§ **Your goal**: Where the string "lane" occurs in a line of the entries below, copy that line.

Stored data entries:

═══

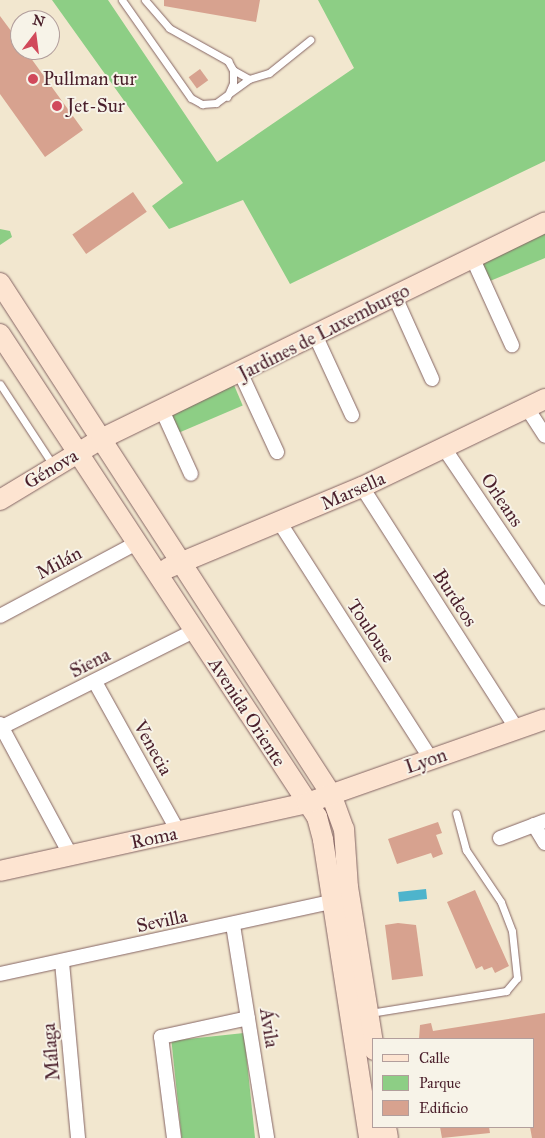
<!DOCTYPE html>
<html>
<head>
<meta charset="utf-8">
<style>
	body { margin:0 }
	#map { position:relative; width:545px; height:1138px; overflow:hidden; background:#f2e7cf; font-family:"IM FELL Great Primer",serif }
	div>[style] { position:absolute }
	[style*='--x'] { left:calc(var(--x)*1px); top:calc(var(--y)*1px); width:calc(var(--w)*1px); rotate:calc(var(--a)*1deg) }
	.green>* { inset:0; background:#8dce85; transform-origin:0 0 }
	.water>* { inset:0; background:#4eb4cc; transform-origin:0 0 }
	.building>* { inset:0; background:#d7a28f; transform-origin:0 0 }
	.roads { filter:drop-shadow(0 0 1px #856564) drop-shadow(0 0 1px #856564) }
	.lane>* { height:7px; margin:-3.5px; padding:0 3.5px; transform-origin:3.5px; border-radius:3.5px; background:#fff }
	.street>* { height:14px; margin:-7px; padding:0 7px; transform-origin:7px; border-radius:7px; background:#fff }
	.secondary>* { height:20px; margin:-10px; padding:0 10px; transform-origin:10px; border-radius:10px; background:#fde4d1 }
	.dots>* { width:14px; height:14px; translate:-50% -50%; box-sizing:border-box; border:2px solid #f7f3e8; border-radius:50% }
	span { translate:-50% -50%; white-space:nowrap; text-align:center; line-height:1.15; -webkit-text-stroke:4px #f7f3e8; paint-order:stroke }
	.poi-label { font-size:19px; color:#4a1f2b }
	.left { translate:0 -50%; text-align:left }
	.street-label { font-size:19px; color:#4a1f2b }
	.legend { position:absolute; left:372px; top:1038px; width:162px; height:90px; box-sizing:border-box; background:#f7f3e8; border:1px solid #b29e9c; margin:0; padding:6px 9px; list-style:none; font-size:15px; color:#4a1f2b }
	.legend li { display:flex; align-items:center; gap:10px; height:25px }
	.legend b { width:25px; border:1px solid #b29e9c }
	.north { position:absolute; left:10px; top:10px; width:50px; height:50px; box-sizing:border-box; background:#f7f3e8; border:1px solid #b29e9c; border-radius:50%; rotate:15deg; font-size:14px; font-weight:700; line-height:20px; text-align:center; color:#4a1f2b }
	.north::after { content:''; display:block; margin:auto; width:18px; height:22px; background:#d1495b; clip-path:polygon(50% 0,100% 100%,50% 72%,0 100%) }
</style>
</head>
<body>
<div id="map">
	<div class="green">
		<i style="clip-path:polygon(52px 0,108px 0,217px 162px,354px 68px,318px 0,545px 0,545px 161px,290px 284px,243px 200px,169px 229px,152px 206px,183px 183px)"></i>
		<i style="clip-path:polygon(545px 226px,545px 258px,490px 281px,479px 258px)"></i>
		<i style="clip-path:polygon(0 229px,10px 231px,12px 237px,0 245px)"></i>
		<i style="left:231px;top:378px;width:30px;height:72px;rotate:67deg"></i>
		<i style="left:244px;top:1033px;width:106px;height:73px;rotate:84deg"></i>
	</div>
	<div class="water">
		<i style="left:426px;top:889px;width:10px;height:28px;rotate:84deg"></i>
	</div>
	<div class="building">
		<i style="clip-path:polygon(164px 0,260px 0,256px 22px,164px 6px)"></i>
		<i style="clip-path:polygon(0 16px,20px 43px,20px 50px,25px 50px,83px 130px,45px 157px,0 94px)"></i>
		<i style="left:200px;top:69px;width:14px;height:14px;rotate:54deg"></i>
		<i style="left:133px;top:192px;width:24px;height:74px;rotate:55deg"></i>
		<i style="clip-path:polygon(438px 822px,442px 833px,436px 835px,443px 854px,433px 858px,431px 853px,397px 864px,388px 839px)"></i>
		<i style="clip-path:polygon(475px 890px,509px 966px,495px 973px,492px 967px,484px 970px,482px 966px,476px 969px,447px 902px)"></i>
		<i style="clip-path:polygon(398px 923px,416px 925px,423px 976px,392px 980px,385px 925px)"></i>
		<i style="clip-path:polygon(545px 1013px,545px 1138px,532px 1138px,530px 1127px,534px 1127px,534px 1039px,419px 1039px,420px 1025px,431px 1023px,433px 1031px)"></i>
		<i style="clip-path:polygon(440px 1127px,489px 1127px,490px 1133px,442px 1138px)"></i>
	</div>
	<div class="roads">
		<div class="lane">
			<i style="--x:122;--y:0;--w:120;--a:54.9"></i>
			<i style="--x:191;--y:98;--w:13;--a:29"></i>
			<i style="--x:202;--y:104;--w:14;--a:-4"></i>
			<i style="--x:216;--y:103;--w:41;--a:-36"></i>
			<i style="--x:249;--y:79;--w:21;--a:-17"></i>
			<i style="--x:269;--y:73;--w:53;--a:-38.8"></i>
			<i style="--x:145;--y:0;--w:37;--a:49"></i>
			<i style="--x:169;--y:28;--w:68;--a:29.2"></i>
			<i style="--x:228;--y:61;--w:10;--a:61"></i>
			<i style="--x:233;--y:70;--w:13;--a:90"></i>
			<i style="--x:233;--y:83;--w:15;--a:113"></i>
			<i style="--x:233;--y:70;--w:18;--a:29"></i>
			<i style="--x:0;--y:384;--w:97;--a:56.8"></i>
			<i style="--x:370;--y:1013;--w:138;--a:-9.2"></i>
			<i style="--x:506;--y:991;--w:17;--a:-50"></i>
			<i style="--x:517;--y:978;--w:47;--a:-96.1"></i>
			<i style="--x:512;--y:931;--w:31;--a:-111"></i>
			<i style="--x:501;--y:902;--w:63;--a:-123.9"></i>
			<i style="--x:466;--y:850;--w:38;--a:-105"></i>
		</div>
		<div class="street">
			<i style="--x:472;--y:257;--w:97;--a:65.6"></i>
			<i style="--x:395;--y:297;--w:90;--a:65.7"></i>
			<i style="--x:316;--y:337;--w:86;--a:65.2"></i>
			<i style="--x:241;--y:374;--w:86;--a:65.2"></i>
			<i style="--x:527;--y:408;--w:33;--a:57"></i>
			<i style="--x:162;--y:410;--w:70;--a:65.6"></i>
			<i style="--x:444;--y:448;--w:181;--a:56"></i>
			<i style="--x:362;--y:487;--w:287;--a:57.4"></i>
			<i style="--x:280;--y:523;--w:280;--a:57.4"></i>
			<i style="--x:0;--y:616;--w:155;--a:-28.1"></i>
			<i style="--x:95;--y:682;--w:173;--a:60.9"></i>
			<i style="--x:0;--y:724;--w:150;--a:61.7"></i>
			<i style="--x:2;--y:727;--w:215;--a:-26.6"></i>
			<i style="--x:534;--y:825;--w:21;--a:59"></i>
			<i style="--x:500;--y:838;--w:48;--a:-20.7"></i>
			<i style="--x:233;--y:925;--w:216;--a:80.9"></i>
			<i style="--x:62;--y:962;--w:177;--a:84.8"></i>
			<i style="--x:0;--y:974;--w:339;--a:-12.3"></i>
			<i style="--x:174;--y:1138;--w:102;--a:-97.3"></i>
			<i style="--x:161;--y:1037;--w:89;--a:-12.3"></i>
		</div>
		<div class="secondary">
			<i style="--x:0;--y:283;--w:609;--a:57.07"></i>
			<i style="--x:331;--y:794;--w:37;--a:70"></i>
			<i style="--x:344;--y:829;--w:58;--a:86.1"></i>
			<i style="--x:348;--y:887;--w:165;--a:80.9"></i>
			<i style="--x:0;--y:334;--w:578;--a:56.72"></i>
			<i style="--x:317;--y:817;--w:24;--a:75"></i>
			<i style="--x:323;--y:840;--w:302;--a:81.2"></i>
			<i style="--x:0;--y:500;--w:118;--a:-31.1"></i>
			<i style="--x:101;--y:439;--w:494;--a:-26"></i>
			<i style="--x:168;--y:568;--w:210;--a:-22.7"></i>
			<i style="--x:362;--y:487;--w:203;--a:-25.7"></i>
			<i style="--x:0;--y:871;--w:314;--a:-12.5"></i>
			<i style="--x:307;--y:803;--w:252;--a:-19.4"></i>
			<i style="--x:386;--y:1127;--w:11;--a:80"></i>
		</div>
	</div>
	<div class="dots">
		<i style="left:33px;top:79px;background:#d1495b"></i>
		<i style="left:57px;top:106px;background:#d1495b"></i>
	</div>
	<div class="poi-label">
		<span class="left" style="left:43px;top:79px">Pullman tur</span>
		<span class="left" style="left:67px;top:106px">Jet-Sur</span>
	</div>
	<div class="street-label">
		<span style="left:324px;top:332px;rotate:-27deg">Jardines de Luxemburgo</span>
		<span style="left:51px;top:469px;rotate:-31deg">Génova</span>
		<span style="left:353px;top:491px;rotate:-24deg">Marsella</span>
		<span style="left:502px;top:500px;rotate:56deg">Orleans</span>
		<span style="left:59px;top:563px;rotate:-28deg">Milán</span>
		<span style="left:455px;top:598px;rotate:57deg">Burdeos</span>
		<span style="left:371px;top:631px;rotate:57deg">Toulouse</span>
		<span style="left:90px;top:663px;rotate:-27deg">Siena</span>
		<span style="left:247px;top:712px;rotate:57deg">Avenida Oriente</span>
		<span style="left:153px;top:748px;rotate:61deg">Venecia</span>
		<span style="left:426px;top:761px;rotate:-19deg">Lyon</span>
		<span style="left:154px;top:838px;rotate:-12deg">Roma</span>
		<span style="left:162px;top:921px;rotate:-12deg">Sevilla</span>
		<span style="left:269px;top:1028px;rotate:81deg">Ávila</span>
		<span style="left:51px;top:1052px;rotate:-95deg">Málaga</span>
	</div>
	<ul class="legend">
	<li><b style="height:6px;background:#fde4d1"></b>Calle</li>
	<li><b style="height:14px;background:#8dce85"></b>Parque</li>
	<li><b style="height:14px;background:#d7a28f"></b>Edificio</li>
	</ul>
	<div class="north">N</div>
</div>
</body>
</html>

═══

§ **Your response**:
	.lane>* { height:7px; margin:-3.5px; padding:0 3.5px; transform-origin:3.5px; border-radius:3.5px; background:#fff }
		<div class="lane">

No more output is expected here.